» **Exercise prompt**:
Pick out each line with the word "rotate" from the material that follows.

» **Supplied records**:
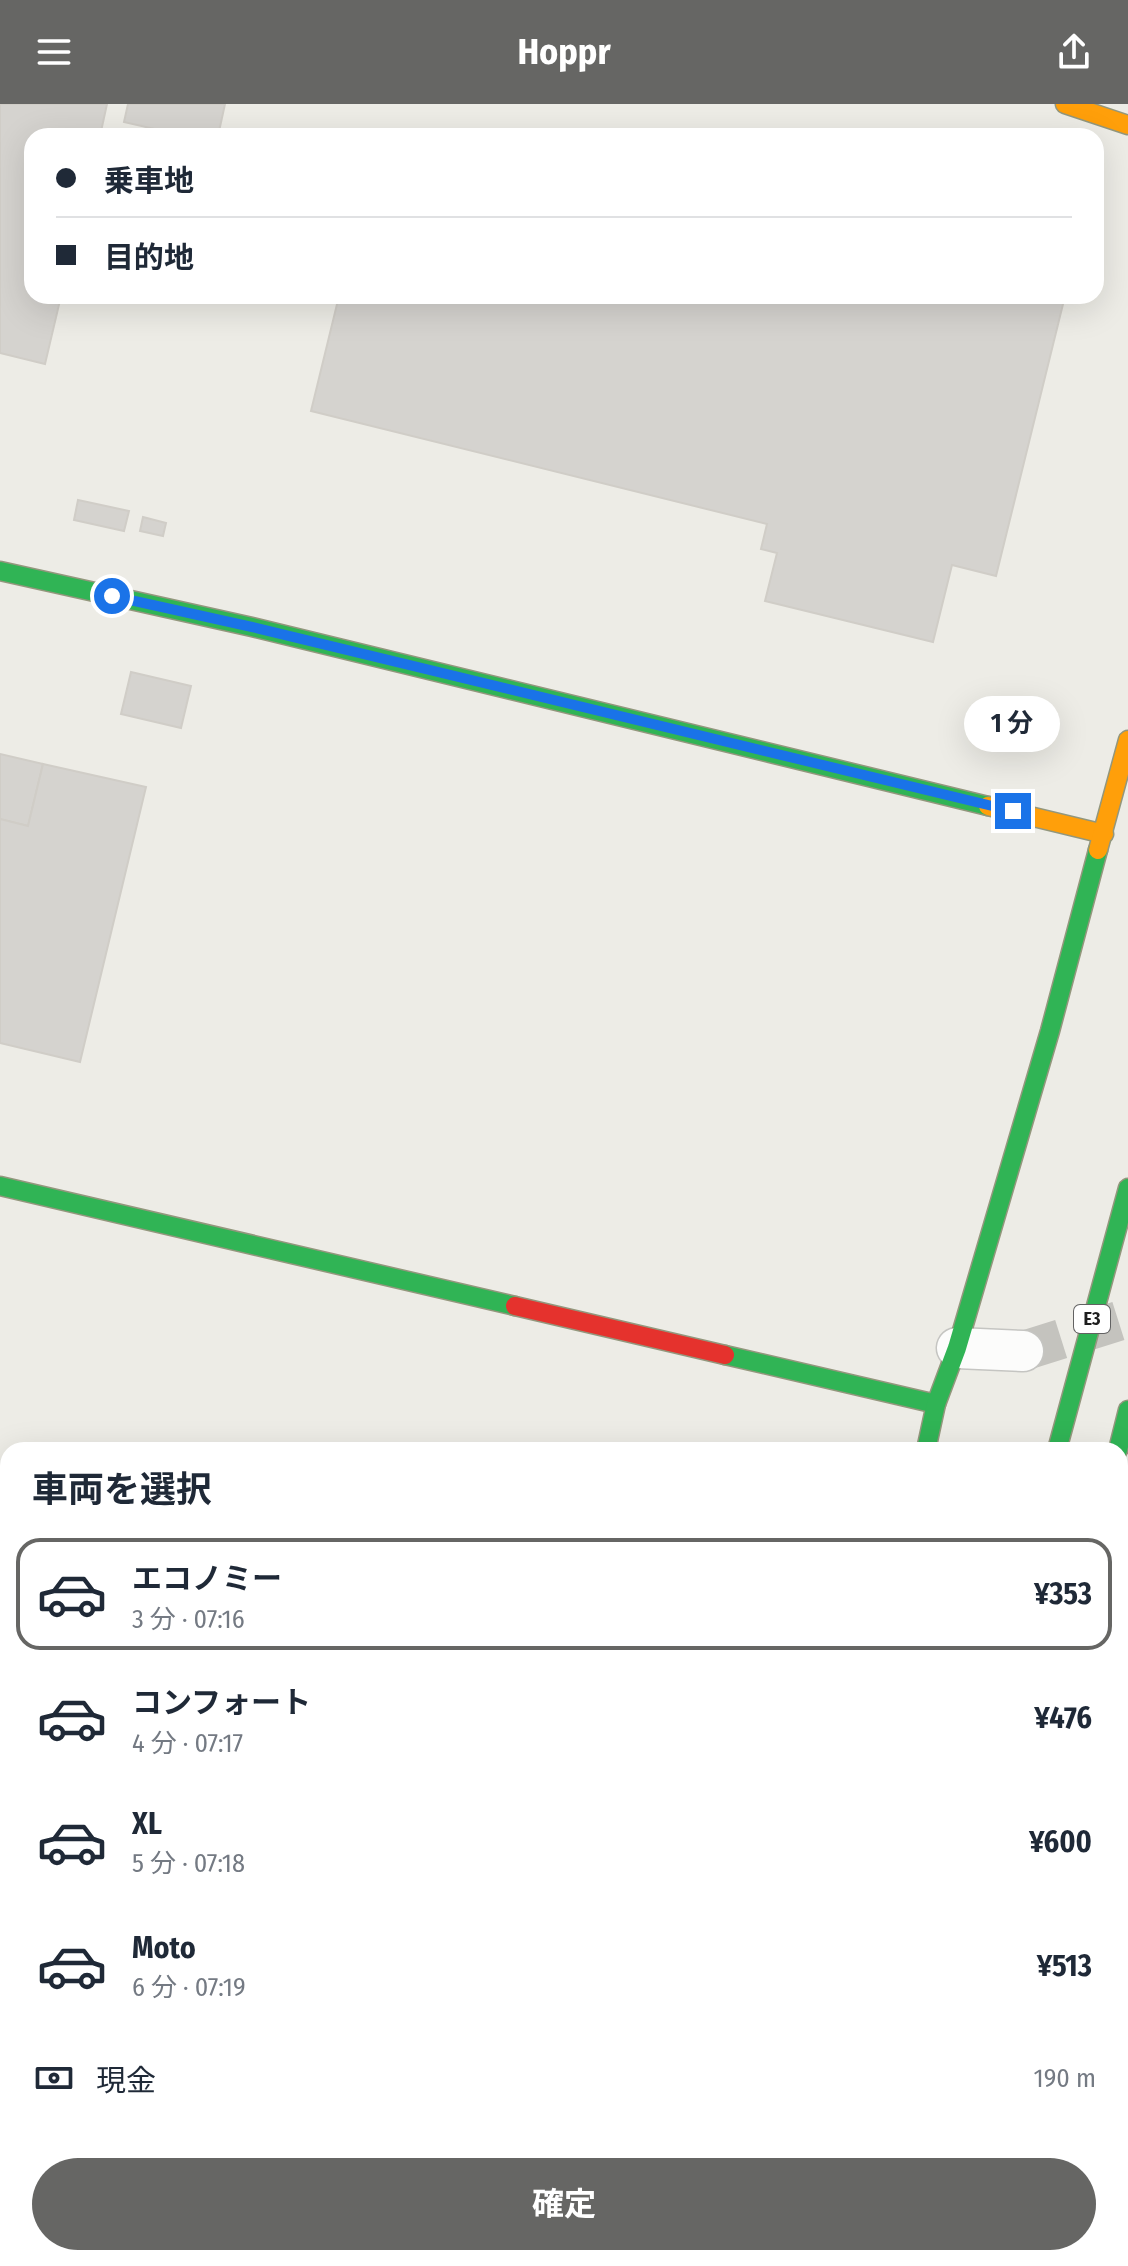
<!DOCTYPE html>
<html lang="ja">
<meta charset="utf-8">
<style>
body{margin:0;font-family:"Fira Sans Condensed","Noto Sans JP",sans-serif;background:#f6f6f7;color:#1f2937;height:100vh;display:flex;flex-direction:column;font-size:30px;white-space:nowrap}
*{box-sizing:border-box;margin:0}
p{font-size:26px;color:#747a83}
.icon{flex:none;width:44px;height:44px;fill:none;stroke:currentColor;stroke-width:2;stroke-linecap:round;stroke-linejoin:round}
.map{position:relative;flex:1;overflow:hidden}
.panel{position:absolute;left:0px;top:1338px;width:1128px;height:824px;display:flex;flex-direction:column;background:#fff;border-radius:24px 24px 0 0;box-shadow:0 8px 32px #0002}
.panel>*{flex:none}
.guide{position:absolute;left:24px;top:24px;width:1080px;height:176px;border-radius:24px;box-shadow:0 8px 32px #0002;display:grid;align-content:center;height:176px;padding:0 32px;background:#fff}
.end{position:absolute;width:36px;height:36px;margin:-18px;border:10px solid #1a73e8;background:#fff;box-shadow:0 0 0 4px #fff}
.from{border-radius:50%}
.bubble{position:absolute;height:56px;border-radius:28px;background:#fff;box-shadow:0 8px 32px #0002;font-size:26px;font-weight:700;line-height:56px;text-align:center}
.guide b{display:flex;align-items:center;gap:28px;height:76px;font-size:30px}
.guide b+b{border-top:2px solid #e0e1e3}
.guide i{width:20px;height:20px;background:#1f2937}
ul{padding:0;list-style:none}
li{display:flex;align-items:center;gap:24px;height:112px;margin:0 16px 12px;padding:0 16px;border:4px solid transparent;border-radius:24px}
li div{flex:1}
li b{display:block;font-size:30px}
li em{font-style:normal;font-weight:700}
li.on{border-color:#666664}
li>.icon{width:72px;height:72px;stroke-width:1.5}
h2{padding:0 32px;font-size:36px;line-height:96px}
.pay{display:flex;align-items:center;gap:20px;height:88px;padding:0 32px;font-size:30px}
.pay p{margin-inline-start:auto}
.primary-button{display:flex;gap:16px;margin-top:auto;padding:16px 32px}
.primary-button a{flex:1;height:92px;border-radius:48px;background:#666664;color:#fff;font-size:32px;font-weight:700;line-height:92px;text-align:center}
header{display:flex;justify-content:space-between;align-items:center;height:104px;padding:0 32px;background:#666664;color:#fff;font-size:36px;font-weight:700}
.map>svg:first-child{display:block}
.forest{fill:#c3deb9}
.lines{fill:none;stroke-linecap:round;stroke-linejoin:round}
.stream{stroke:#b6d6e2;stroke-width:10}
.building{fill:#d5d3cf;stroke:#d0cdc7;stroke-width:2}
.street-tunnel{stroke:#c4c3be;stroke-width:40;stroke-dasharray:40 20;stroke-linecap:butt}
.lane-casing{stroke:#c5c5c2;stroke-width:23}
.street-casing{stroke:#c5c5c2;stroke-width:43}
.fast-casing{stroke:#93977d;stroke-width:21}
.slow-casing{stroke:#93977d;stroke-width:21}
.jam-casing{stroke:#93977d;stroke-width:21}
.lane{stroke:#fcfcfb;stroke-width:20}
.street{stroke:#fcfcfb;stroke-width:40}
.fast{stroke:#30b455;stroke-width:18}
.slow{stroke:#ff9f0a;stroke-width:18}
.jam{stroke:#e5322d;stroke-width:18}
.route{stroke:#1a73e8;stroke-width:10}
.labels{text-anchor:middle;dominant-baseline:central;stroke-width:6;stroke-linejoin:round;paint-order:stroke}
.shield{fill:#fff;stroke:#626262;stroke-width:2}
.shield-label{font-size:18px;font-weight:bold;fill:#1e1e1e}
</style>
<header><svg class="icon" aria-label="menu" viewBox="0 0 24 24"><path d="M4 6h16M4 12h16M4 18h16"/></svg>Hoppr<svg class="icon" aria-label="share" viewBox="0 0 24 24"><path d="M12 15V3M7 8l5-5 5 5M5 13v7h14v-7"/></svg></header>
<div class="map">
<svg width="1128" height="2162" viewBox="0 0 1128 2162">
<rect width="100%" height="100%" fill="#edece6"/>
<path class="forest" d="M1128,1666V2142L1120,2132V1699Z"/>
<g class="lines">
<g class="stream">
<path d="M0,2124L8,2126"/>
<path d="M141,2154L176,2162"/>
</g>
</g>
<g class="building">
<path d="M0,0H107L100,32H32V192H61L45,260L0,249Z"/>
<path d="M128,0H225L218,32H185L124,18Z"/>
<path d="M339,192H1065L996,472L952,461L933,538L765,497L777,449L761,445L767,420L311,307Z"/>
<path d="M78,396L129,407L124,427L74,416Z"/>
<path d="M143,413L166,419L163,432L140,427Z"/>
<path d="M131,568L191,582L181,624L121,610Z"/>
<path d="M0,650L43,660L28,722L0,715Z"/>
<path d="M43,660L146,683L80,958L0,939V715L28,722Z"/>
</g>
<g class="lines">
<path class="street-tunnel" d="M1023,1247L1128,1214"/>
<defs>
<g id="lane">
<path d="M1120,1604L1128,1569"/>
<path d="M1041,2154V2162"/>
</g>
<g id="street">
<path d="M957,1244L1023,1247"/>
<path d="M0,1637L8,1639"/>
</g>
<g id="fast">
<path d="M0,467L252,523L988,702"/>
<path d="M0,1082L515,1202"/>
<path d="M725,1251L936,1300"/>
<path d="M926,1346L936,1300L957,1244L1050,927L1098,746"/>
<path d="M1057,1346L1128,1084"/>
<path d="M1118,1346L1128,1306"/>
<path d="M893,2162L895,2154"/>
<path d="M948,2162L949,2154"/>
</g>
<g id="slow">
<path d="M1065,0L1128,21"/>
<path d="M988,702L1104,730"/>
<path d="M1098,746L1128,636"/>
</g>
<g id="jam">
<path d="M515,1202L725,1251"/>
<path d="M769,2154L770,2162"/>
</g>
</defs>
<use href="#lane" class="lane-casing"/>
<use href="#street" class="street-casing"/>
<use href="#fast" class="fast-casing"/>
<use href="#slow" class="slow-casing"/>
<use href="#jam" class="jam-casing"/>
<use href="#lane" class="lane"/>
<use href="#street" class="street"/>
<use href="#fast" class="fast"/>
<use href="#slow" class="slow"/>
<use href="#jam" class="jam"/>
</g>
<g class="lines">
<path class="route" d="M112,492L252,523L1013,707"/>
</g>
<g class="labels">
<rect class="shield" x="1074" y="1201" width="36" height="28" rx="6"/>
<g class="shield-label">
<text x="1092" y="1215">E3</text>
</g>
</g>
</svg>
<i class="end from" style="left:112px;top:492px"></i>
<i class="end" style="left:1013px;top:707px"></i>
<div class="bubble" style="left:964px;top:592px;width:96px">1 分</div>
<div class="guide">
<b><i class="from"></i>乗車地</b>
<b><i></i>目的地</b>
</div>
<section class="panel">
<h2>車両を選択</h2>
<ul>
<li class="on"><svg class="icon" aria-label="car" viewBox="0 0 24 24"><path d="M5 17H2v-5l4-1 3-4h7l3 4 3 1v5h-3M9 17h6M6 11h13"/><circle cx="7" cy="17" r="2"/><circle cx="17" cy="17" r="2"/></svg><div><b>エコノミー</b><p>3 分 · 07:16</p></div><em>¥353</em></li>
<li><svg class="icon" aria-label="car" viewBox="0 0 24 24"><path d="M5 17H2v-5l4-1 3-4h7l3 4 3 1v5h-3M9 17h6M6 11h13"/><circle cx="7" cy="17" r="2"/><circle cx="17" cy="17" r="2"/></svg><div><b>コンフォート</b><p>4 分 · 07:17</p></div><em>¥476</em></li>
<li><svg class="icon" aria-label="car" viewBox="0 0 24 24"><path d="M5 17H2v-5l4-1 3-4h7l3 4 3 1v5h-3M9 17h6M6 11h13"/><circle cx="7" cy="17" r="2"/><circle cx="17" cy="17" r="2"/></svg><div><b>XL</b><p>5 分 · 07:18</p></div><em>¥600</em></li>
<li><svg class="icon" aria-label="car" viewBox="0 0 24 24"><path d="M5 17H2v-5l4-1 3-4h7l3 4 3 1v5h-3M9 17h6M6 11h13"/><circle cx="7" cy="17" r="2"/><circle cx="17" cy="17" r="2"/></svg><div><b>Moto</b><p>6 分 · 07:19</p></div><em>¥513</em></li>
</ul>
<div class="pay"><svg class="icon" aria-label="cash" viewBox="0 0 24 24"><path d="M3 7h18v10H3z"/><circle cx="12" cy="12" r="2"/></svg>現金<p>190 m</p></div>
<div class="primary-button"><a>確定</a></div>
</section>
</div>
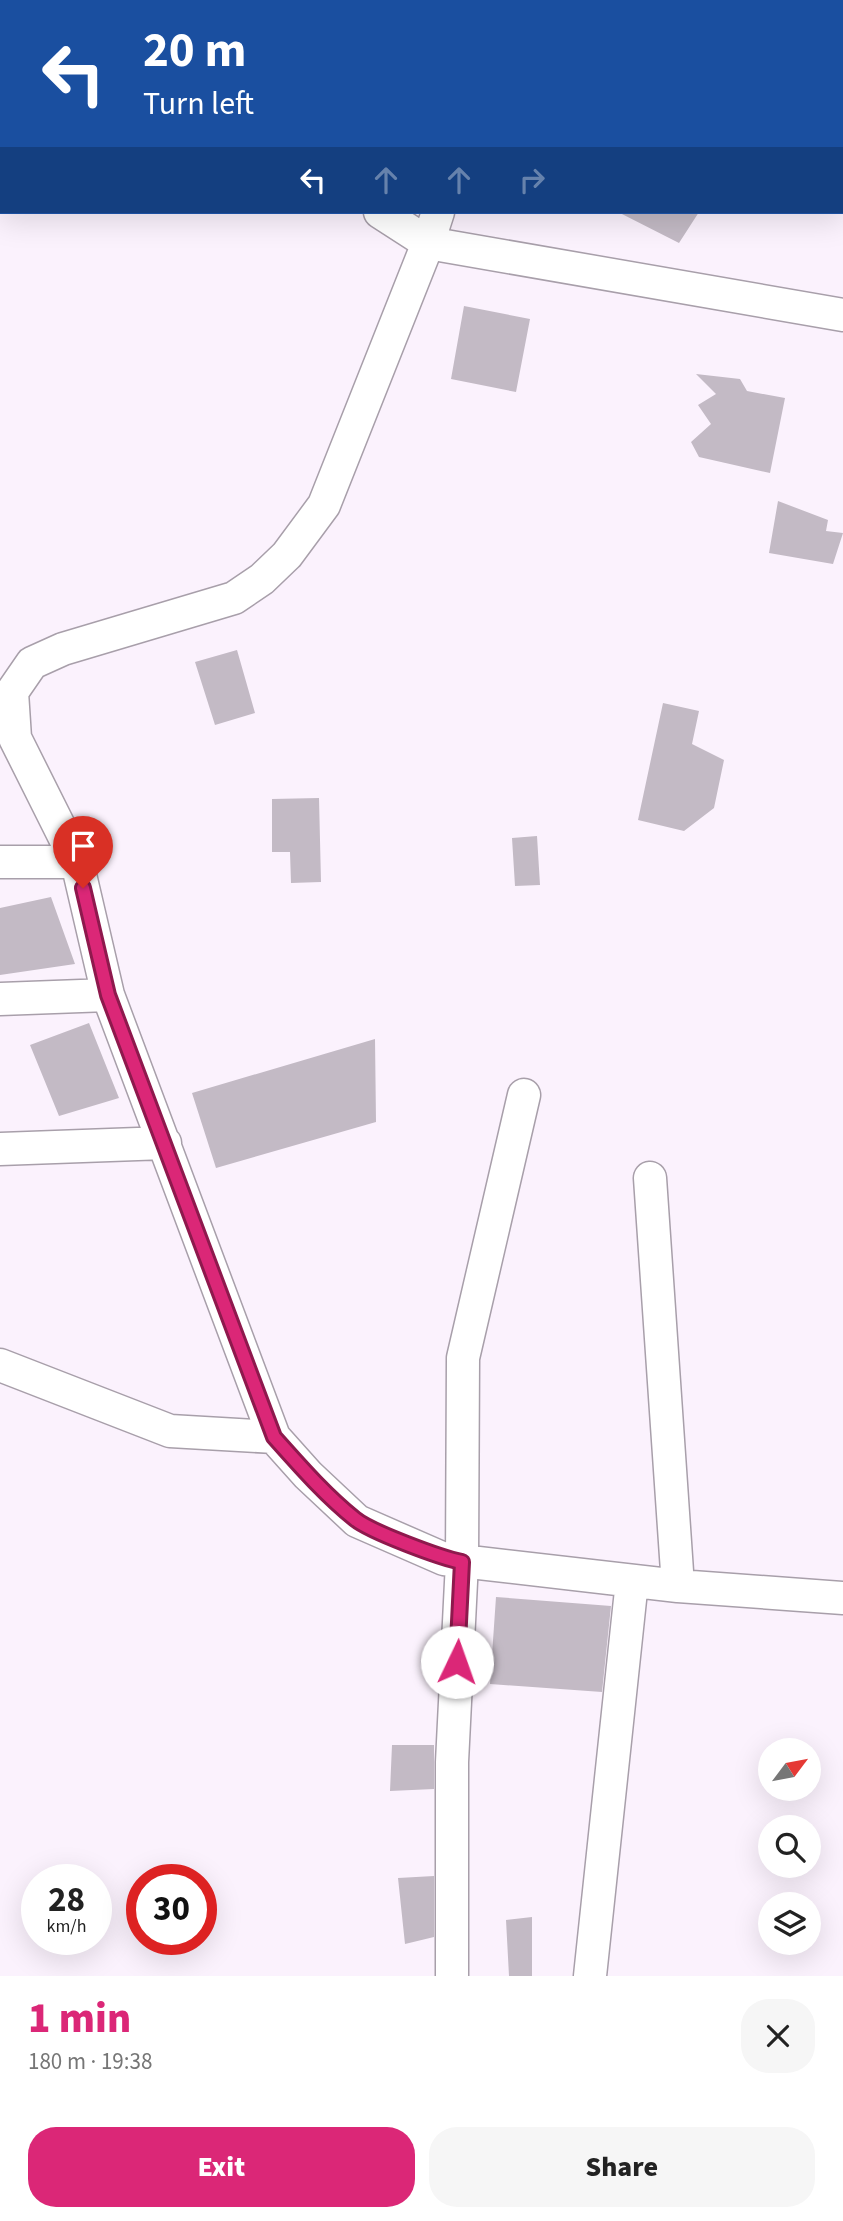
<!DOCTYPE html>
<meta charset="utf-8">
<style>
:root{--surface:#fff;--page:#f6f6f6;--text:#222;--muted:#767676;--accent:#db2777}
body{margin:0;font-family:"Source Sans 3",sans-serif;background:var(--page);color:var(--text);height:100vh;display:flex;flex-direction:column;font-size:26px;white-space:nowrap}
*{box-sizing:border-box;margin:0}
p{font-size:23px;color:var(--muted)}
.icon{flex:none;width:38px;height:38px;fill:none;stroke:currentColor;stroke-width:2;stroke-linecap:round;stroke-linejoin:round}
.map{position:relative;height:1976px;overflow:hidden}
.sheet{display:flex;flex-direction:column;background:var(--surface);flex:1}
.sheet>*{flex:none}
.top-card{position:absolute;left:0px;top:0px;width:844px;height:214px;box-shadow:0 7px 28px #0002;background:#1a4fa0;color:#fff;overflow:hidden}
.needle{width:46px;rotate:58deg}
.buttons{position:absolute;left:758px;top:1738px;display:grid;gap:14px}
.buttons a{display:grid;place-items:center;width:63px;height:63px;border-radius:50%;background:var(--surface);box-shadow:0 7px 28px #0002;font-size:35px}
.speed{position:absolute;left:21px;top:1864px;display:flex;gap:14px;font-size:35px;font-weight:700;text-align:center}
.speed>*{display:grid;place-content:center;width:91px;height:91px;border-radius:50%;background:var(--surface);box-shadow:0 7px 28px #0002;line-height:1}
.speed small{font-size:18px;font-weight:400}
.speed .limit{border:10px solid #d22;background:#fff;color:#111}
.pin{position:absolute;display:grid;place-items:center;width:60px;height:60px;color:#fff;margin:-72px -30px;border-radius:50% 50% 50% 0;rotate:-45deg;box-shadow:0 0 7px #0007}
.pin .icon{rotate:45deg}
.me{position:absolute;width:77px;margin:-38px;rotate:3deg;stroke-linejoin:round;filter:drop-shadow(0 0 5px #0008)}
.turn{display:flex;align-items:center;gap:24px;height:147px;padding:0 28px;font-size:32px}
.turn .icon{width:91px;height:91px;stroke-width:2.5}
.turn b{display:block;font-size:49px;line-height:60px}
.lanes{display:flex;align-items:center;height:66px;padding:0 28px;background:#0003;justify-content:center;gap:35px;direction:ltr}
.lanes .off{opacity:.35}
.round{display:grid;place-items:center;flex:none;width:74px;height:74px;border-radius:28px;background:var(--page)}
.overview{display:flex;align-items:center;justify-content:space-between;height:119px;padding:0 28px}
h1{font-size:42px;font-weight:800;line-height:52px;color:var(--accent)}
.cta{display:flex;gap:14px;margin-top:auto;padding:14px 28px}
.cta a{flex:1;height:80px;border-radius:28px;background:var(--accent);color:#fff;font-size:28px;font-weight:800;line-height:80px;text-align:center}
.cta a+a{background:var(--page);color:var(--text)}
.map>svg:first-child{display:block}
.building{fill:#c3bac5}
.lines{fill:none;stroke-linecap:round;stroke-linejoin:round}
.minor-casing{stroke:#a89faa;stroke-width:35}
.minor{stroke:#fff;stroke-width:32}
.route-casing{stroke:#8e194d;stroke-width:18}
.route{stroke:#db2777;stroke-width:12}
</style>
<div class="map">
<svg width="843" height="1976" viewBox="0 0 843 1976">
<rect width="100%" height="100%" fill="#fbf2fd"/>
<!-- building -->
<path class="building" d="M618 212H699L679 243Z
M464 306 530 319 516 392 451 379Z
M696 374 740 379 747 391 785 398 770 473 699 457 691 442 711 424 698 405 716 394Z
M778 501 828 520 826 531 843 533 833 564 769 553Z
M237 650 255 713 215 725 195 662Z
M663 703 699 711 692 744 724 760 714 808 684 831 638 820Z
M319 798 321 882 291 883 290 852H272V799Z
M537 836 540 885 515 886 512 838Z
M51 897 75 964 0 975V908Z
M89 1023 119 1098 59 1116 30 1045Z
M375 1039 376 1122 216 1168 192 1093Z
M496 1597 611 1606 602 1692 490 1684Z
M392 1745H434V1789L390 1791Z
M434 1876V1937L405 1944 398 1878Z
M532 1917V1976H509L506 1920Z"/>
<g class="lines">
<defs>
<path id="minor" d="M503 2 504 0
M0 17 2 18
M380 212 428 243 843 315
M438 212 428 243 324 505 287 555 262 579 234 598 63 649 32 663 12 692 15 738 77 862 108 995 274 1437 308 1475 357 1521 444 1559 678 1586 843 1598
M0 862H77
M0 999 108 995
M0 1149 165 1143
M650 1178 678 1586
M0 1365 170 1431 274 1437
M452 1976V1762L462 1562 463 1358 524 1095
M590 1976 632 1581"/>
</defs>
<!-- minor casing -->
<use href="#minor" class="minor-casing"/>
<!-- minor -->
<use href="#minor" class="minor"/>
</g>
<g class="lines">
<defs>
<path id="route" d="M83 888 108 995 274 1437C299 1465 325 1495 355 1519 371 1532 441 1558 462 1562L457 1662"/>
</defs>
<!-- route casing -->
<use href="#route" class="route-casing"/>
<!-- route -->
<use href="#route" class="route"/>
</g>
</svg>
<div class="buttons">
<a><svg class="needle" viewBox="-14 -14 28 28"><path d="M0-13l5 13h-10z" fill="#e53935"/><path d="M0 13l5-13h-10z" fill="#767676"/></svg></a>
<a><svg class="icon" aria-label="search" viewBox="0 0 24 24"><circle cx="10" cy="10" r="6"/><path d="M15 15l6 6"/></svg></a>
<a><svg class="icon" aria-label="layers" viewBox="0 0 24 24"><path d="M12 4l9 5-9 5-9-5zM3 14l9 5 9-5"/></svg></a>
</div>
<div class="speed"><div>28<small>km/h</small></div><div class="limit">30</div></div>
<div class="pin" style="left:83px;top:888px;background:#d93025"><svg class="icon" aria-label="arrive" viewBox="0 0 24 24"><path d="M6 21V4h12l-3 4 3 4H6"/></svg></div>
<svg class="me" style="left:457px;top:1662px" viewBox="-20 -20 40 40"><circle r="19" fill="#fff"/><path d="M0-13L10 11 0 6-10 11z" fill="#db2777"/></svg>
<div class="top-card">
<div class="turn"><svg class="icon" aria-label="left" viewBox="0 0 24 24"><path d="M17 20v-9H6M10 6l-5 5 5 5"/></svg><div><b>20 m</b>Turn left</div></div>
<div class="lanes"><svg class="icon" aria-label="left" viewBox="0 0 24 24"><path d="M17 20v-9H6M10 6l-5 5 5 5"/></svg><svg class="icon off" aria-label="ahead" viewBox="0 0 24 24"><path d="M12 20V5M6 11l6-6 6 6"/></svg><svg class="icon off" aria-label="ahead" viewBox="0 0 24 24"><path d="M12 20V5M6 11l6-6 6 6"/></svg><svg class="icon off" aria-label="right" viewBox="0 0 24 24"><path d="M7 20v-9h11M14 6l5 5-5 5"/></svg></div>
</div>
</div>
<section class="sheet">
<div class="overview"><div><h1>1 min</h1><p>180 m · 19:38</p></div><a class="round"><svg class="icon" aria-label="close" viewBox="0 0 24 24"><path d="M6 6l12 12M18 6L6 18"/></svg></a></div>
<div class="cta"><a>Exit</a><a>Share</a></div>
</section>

» **Result of the exercise**:
.needle{width:46px;rotate:58deg}
.pin{position:absolute;display:grid;place-items:center;width:60px;height:60px;color:#fff;margin:-72px -30px;border-radius:50% 50% 50% 0;rotate:-45deg;box-shadow:0 0 7px #0007}
.pin .icon{rotate:45deg}
.me{position:absolute;width:77px;margin:-38px;rotate:3deg;stroke-linejoin:round;filter:drop-shadow(0 0 5px #0008)}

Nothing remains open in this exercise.